Oscar Pistorius questions SCA’s conduct as he applies to ConCourt to intervene in parole spat 
Oscar Pistorius during his sentencing hearing in the Pretoria high court for sentencing in his murder trial on 16 October, 2014, in Pretoria, South Africa. (Photo: Gallo Images / The Times / Alon Skuy)

Paralympian and convicted murderer Oscar Pistorius has questioned the manner in which the Supreme Court of Appeal handled communication around his incarceration term, saying the court created confusion and denied him a fair opportunity to be heard.

Oscar Pistorius has applied to the Constitutional Court to have his parole date clarified after a spat with the Department of Correctional Services over when he would be eligible.

Pistorius was initially convicted of culpable homicide after shooting his girlfriend Reeva Steenkamp on 14 February 2013. Judge Thokozile Masipa sentenced him to five years and the National Prosecuting Authority appealed first the judgment and later the sentence. As a result, Pistorius was convicted of murder and in 2017 the Supreme Court of Appeal sentenced him to 13 years and five months in prison. 

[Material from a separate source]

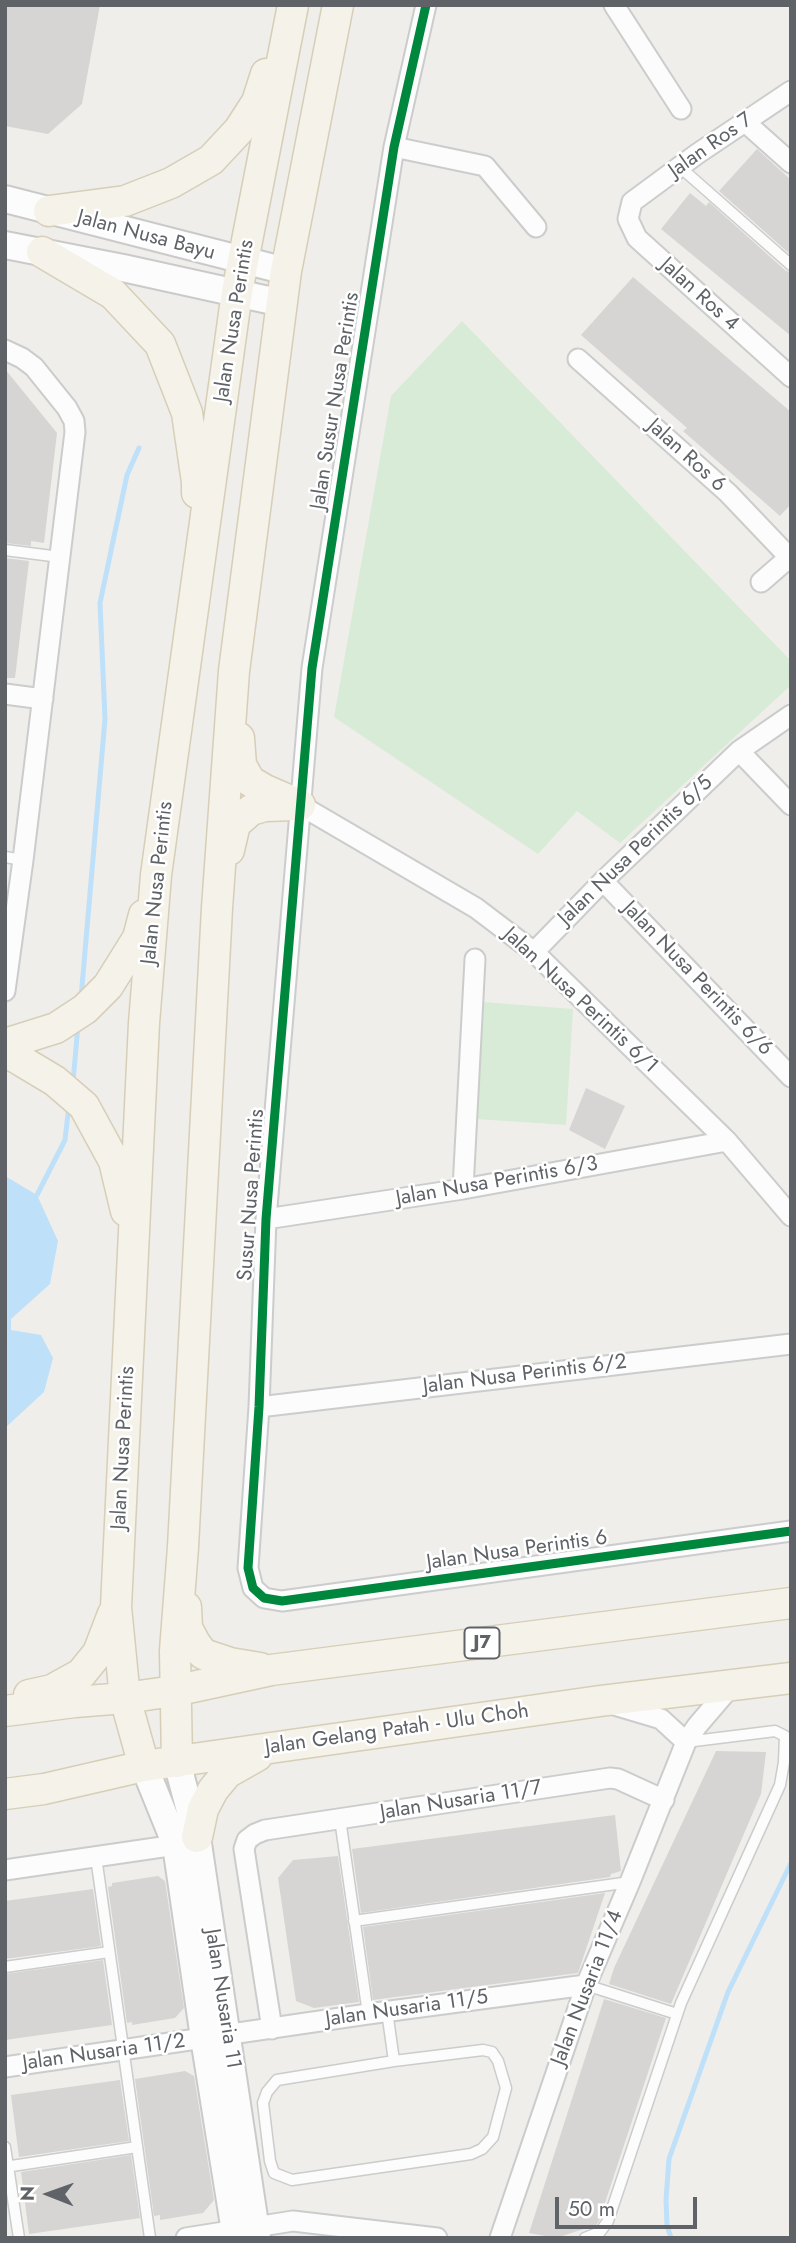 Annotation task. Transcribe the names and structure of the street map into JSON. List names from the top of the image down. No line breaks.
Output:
{"streets":{"main road":["Jalan Nusa Bayu","Jalan Nusa Perintis","J7","Jalan Gelang Patah - Ulu Choh","Jalan Nusaria 11"],"street":["Jalan Ros 7","Jalan Ros 4","Jalan Susur Nusa Perintis","Jalan Ros 6","Jalan Nusa Perintis 6/5","Jalan Nusa Perintis 6/6","Jalan Nusa Perintis 6/1","Jalan Nusa Perintis 6/3","Susur Nusa Perintis","Jalan Nusa Perintis 6/2","Jalan Nusa Perintis 6","Jalan Nusaria 11/7","Jalan Nusaria 11/4","Jalan Nusaria 11/5","Jalan Nusaria 11/2"]},"crossings":[["Jalan Ros 7","Jalan Ros 4"],["Jalan Nusa Bayu","Jalan Nusa Perintis"],["Jalan Nusa Perintis","J7"],["Jalan Nusa Perintis","Jalan Gelang Patah - Ulu Choh"],["Jalan Nusa Perintis","Jalan Nusaria 11"],["Jalan Susur Nusa Perintis","Jalan Nusa Perintis 6/1"],["Jalan Susur Nusa Perintis","Susur Nusa Perintis"],["Jalan Nusa Perintis 6/5","Jalan Nusa Perintis 6/6"],["Jalan Nusa Perintis 6/5","Jalan Nusa Perintis 6/1"],["Jalan Nusa Perintis 6/1","Jalan Nusa Perintis 6/3"],["Jalan Nusa Perintis 6/1","Susur Nusa Perintis"],["Jalan Nusa Perintis 6/3","Susur Nusa Perintis"],["Susur Nusa Perintis","Jalan Nusa Perintis 6/2"],["Susur Nusa Perintis","Jalan Nusa Perintis 6"],["Jalan Gelang Patah - Ulu Choh","Jalan Nusaria 11/4"],["Jalan Gelang Patah - Ulu Choh","Jalan Nusaria 11"],["Jalan Nusaria 11/7","Jalan Nusaria 11/4"],["Jalan Nusaria 11/7","Jalan Nusaria 11/5"],["Jalan Nusaria 11/4","Jalan Nusaria 11/5"],["Jalan Nusaria 11","Jalan Nusaria 11/5"],["Jalan Nusaria 11","Jalan Nusaria 11/2"],["Jalan Nusaria 11/5","Jalan Nusaria 11/2"]],"scale_bar":"50 m","north":"left"}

Read more in Daily Maverick: SCA increases Oscar Pistorius’s murder sentence to 13 years

However, the disagreement over his parole date arises from the interpretation of when his sentence would have begun. Pistorius has told the ConCourt that the SCA’s initial order was unclear and subsequent correspondence on the matter did not help resolve the issue.

Oscar Pistorius and his girlfriend Reeva Steenkamp photographed in Johannesburg, 7 February 7 2013. (Photo: Reuters /Thembani Makhubele) 

“It is imperative to mention that the period of 13 years and five months was imposed, after the SCA considered that there was no substantial and compelling circumstances which could justify the departure from the prescribed minimum sentence of 15 years. The SCA however took into account that, when I was sentenced in the court a quo on 6 July 2016, I had already served a period of imprisonment of twelve (12) months and correctional supervision for a period of seven (7) months,” Pistorius said in an affidavit. 

Pistorius added that when it became clear that there was confusion about the duration of his sentence, the SCA “issued a sequence of unfortunate and conflicting orders and a communication”. 

In January 2021, the court released an order clarifying that the order was “antedated” to the date of his original murder sentence, 6 July 2016. 

“In its reasoning for granting the amended order of 21 January 2021, the SCA inter alia said expressly that it is ‘quite clear from the judgment delivered in para 25 that the court intended to antedate the sentence to 6 July 2016. Unfortunately, the court omitted to include the antedating of the sentence in the order itself.” 

Oscar Pistorius

Oscar Pistorius during his sentencing in the Pretoria High Court on 16 October 2014. (Photo: Gallo Images / The Times / Alon Skuy)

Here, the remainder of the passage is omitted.